> _RECORDS SUPPLIED_
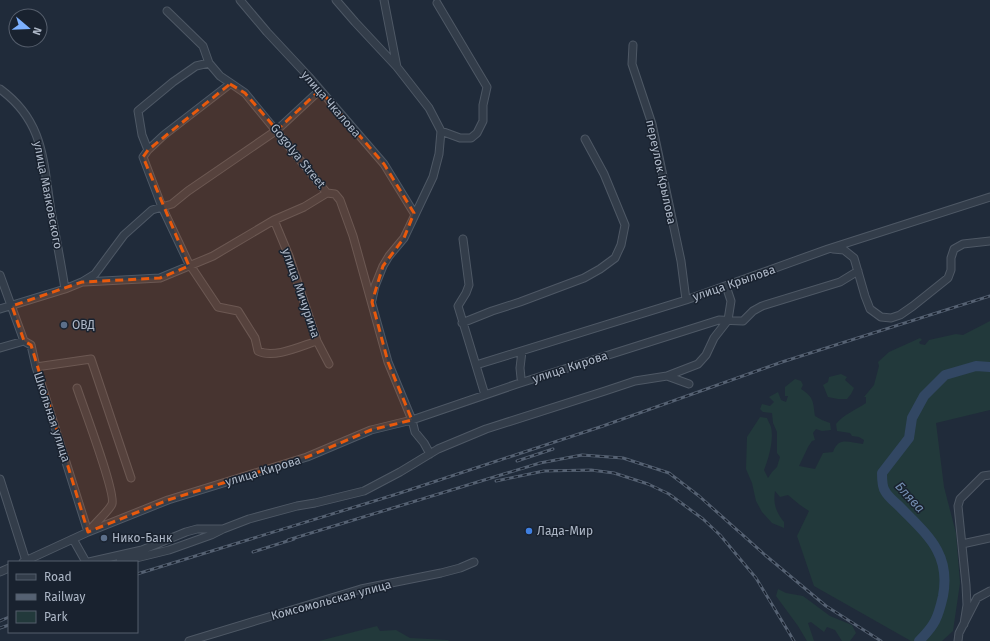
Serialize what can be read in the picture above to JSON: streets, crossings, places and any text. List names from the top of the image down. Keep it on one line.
{"streets":{"street":["улица Чкалова","Gogolya Street","переулок Крылова","улица Маяковского","улица Крылова","улица Мичурина","улица Кирова","Школьная улица","Комсомольская улица"]},"crossings":[["Gogolya Street","улица Кирова"],["переулок Крылова","улица Крылова"],["улица Кирова","Школьная улица"]],"water":["Блява"],"places":["ОВД","Лада-Мир","Нико-Банк"],"legend":["Road","Railway","Park"],"north":"right"}
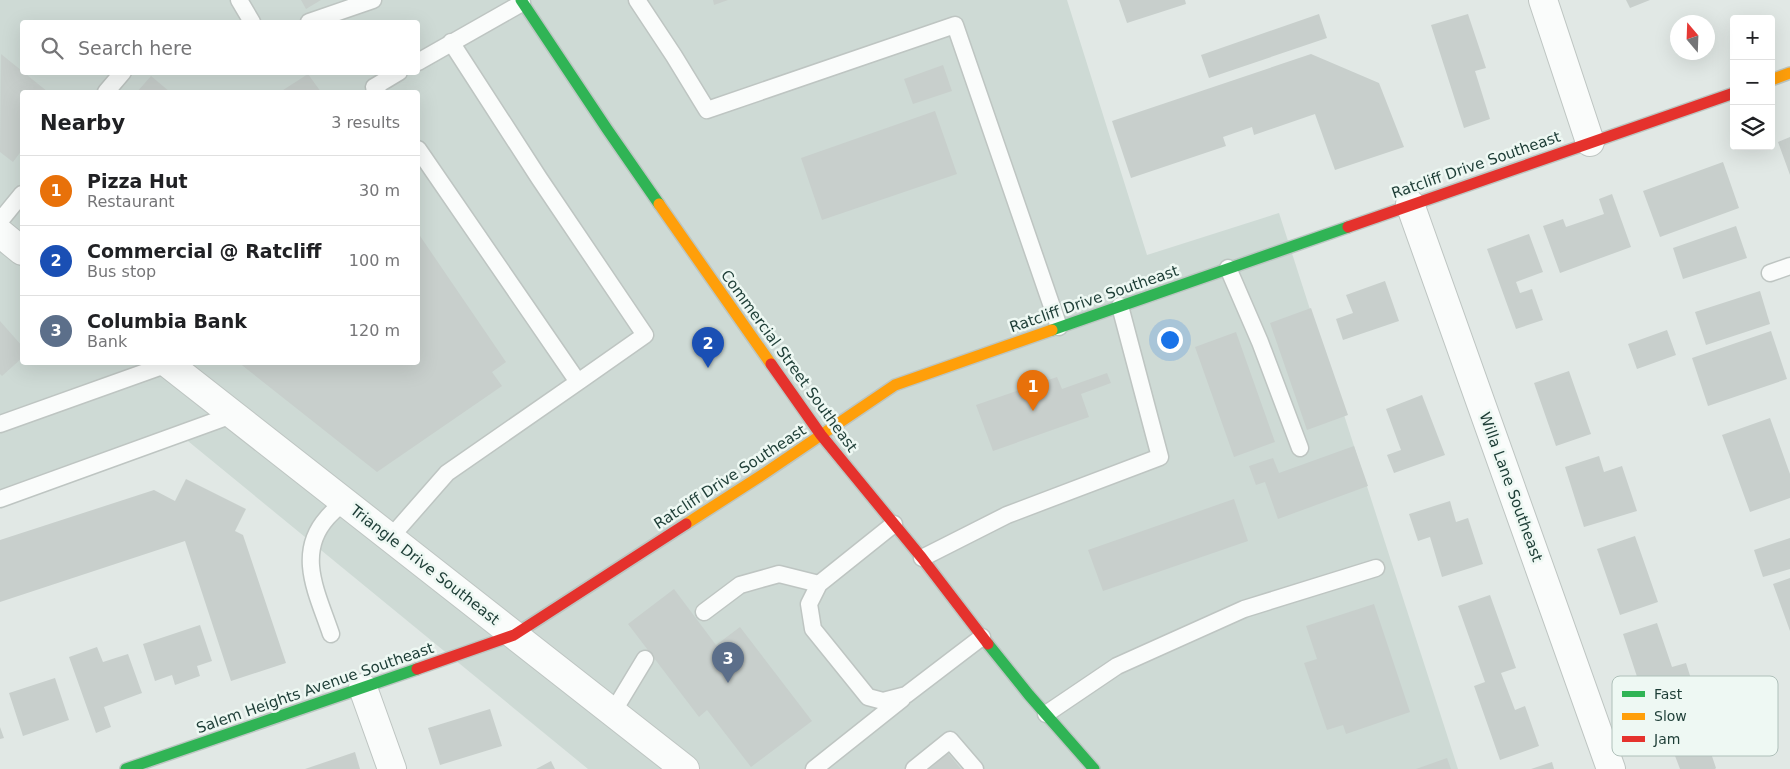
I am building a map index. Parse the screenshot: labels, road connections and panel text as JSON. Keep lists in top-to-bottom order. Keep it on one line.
{"streets":{"street":["Ratcliff Drive Southeast","Commercial Street Southeast","Willa Lane Southeast","Triangle Drive Southeast","Salem Heights Avenue Southeast"]},"crossings":[["Ratcliff Drive Southeast","Commercial Street Southeast"],["Ratcliff Drive Southeast","Willa Lane Southeast"],["Ratcliff Drive Southeast","Triangle Drive Southeast"],["Ratcliff Drive Southeast","Salem Heights Avenue Southeast"],["Triangle Drive Southeast","Salem Heights Avenue Southeast"]],"legend":["Fast","Slow","Jam"],"north":"top","page":{"map_buttons":["+","−"],"search":"Search here","heading":["Nearby","3 results"],"list":[{"mark":"1","name":"Pizza Hut","note":"Restaurant","value":"30 m"},{"mark":"2","name":"Commercial @ Ratcliff","note":"Bus stop","value":"100 m"},{"mark":"3","name":"Columbia Bank","note":"Bank","value":"120 m"}],"pins":["2","1","3"]}}
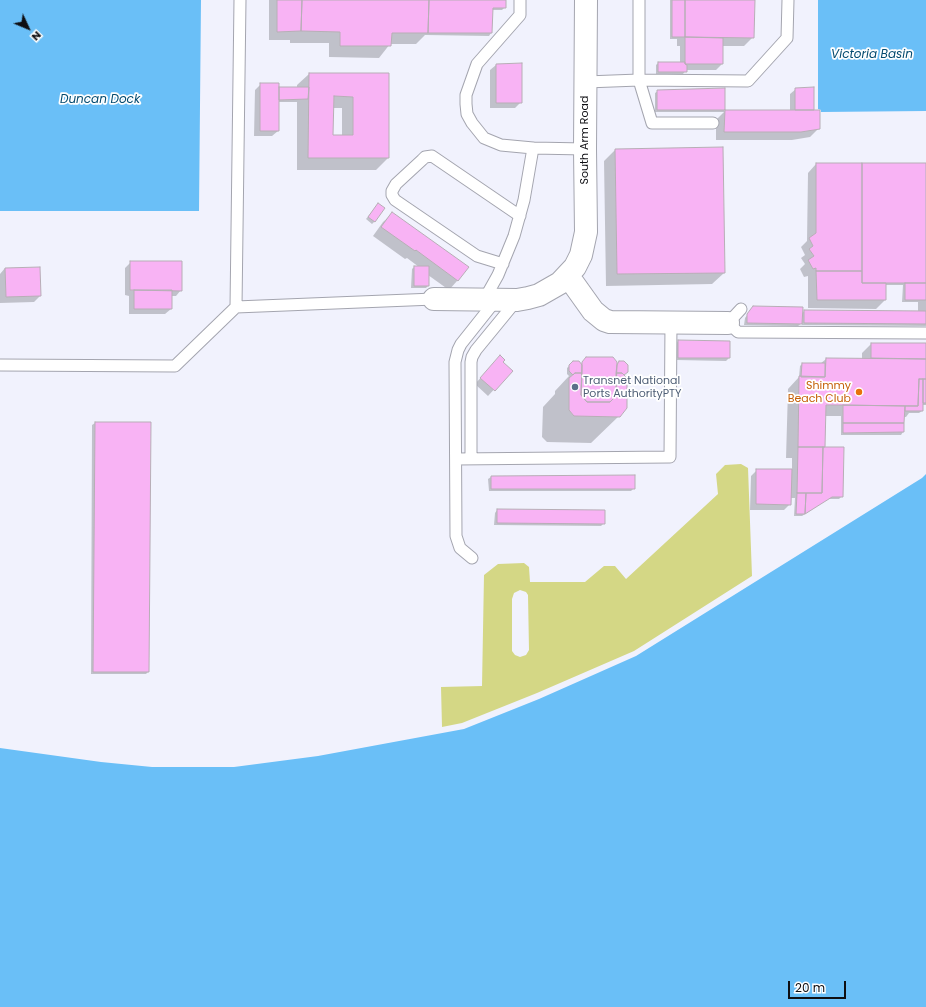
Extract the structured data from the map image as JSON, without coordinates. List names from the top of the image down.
{
  "streets": {
    "street": ["South Arm Road"]
  },
  "water": ["Victoria Basin", "Duncan Dock"],
  "places": ["Transnet National Ports AuthorityPTY", "Shimmy Beach Club"],
  "scale_bar": "20 m",
  "north": "bottom right"
}
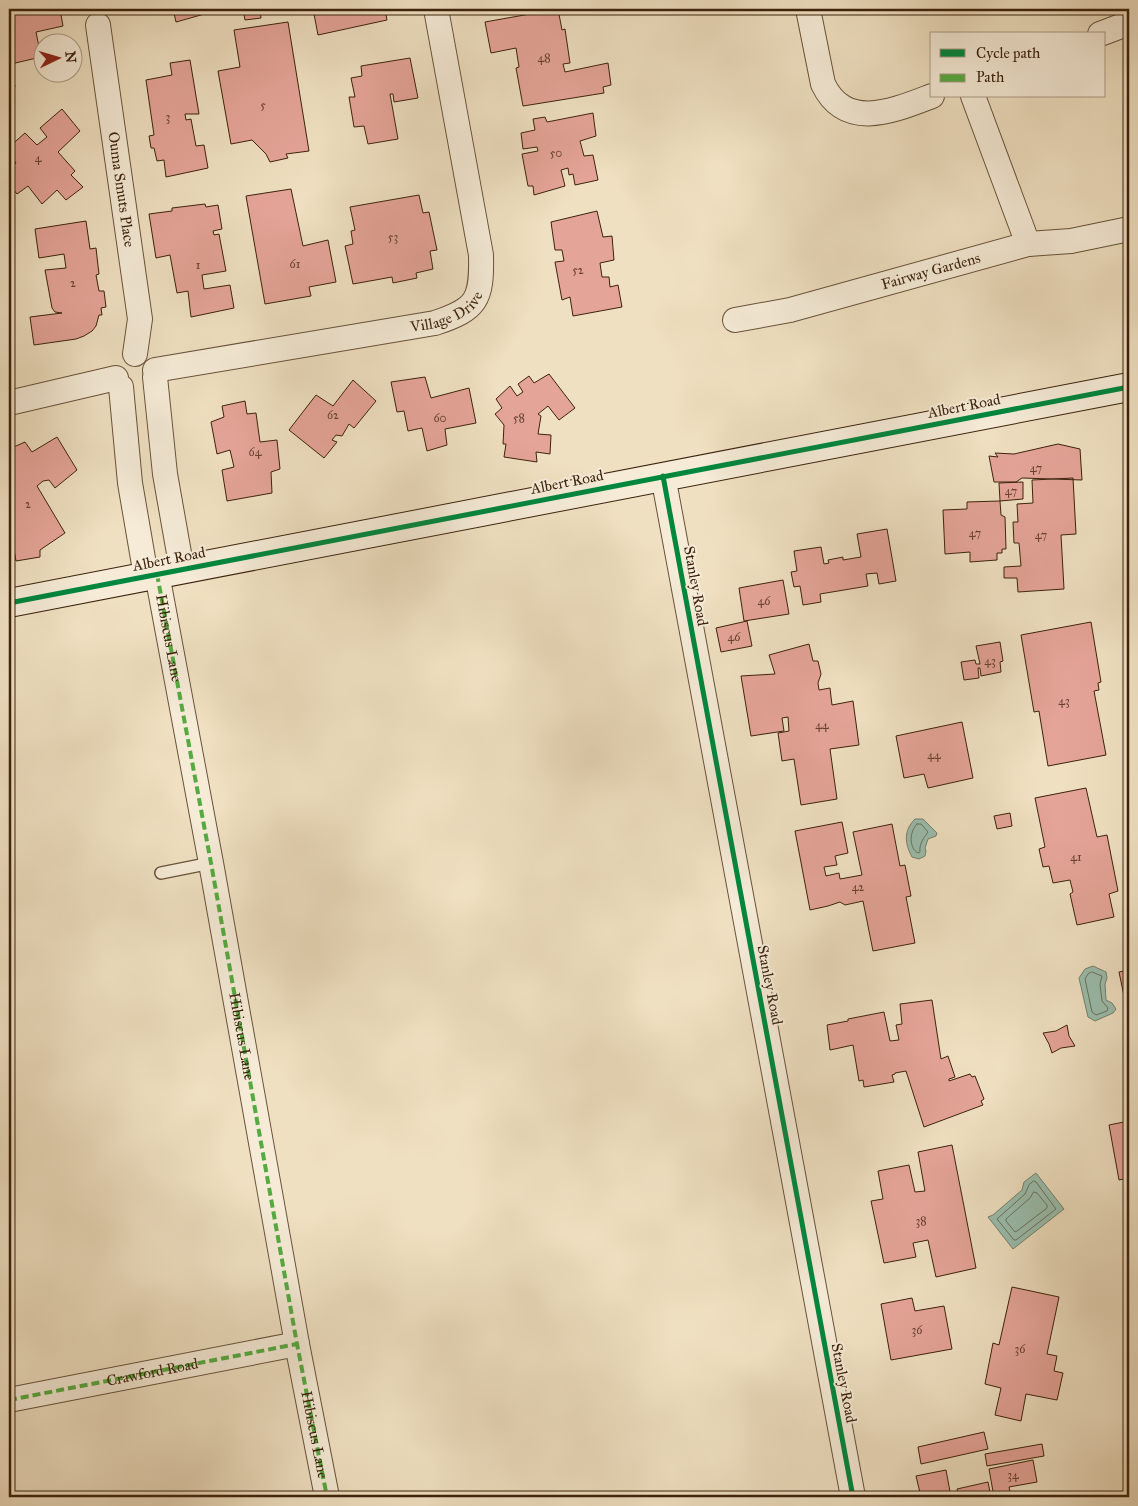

> _INSTRUCTIONS FOR THE TASK_
Exactly reproduce the entries above, minus the pictures.

> _PROBLEM SOLUTION_
Serialize what can be read in the picture above to JSON: streets, crossings, places and any text. List names from the top of the image down. Keep it on one line.
{"streets":{"street":["улица Чкалова","Gogolya Street","переулок Крылова","улица Маяковского","улица Крылова","улица Мичурина","улица Кирова","Школьная улица","Комсомольская улица"]},"crossings":[["Gogolya Street","улица Кирова"],["переулок Крылова","улица Крылова"],["улица Кирова","Школьная улица"]],"water":["Блява"],"places":["ОВД","Лада-Мир","Нико-Банк"],"legend":["Road","Railway","Park"],"north":"right"}
I am building a map index. Parse the screenshot: labels, road connections and panel text as JSON. Keep lists in top-to-bottom order. Keep it on one line.
{"streets":{"street":["Ratcliff Drive Southeast","Commercial Street Southeast","Willa Lane Southeast","Triangle Drive Southeast","Salem Heights Avenue Southeast"]},"crossings":[["Ratcliff Drive Southeast","Commercial Street Southeast"],["Ratcliff Drive Southeast","Willa Lane Southeast"],["Ratcliff Drive Southeast","Triangle Drive Southeast"],["Ratcliff Drive Southeast","Salem Heights Avenue Southeast"],["Triangle Drive Southeast","Salem Heights Avenue Southeast"]],"legend":["Fast","Slow","Jam"],"north":"top","page":{"map_buttons":["+","−"],"search":"Search here","heading":["Nearby","3 results"],"list":[{"mark":"1","name":"Pizza Hut","note":"Restaurant","value":"30 m"},{"mark":"2","name":"Commercial @ Ratcliff","note":"Bus stop","value":"100 m"},{"mark":"3","name":"Columbia Bank","note":"Bank","value":"120 m"}],"pins":["2","1","3"]}}
Extract the structured data from the map image as JSON, without coordinates. List names from the top of the image down.
{
  "streets": {
    "street": ["South Arm Road"]
  },
  "water": ["Victoria Basin", "Duncan Dock"],
  "places": ["Transnet National Ports AuthorityPTY", "Shimmy Beach Club"],
  "scale_bar": "20 m",
  "north": "bottom right"
}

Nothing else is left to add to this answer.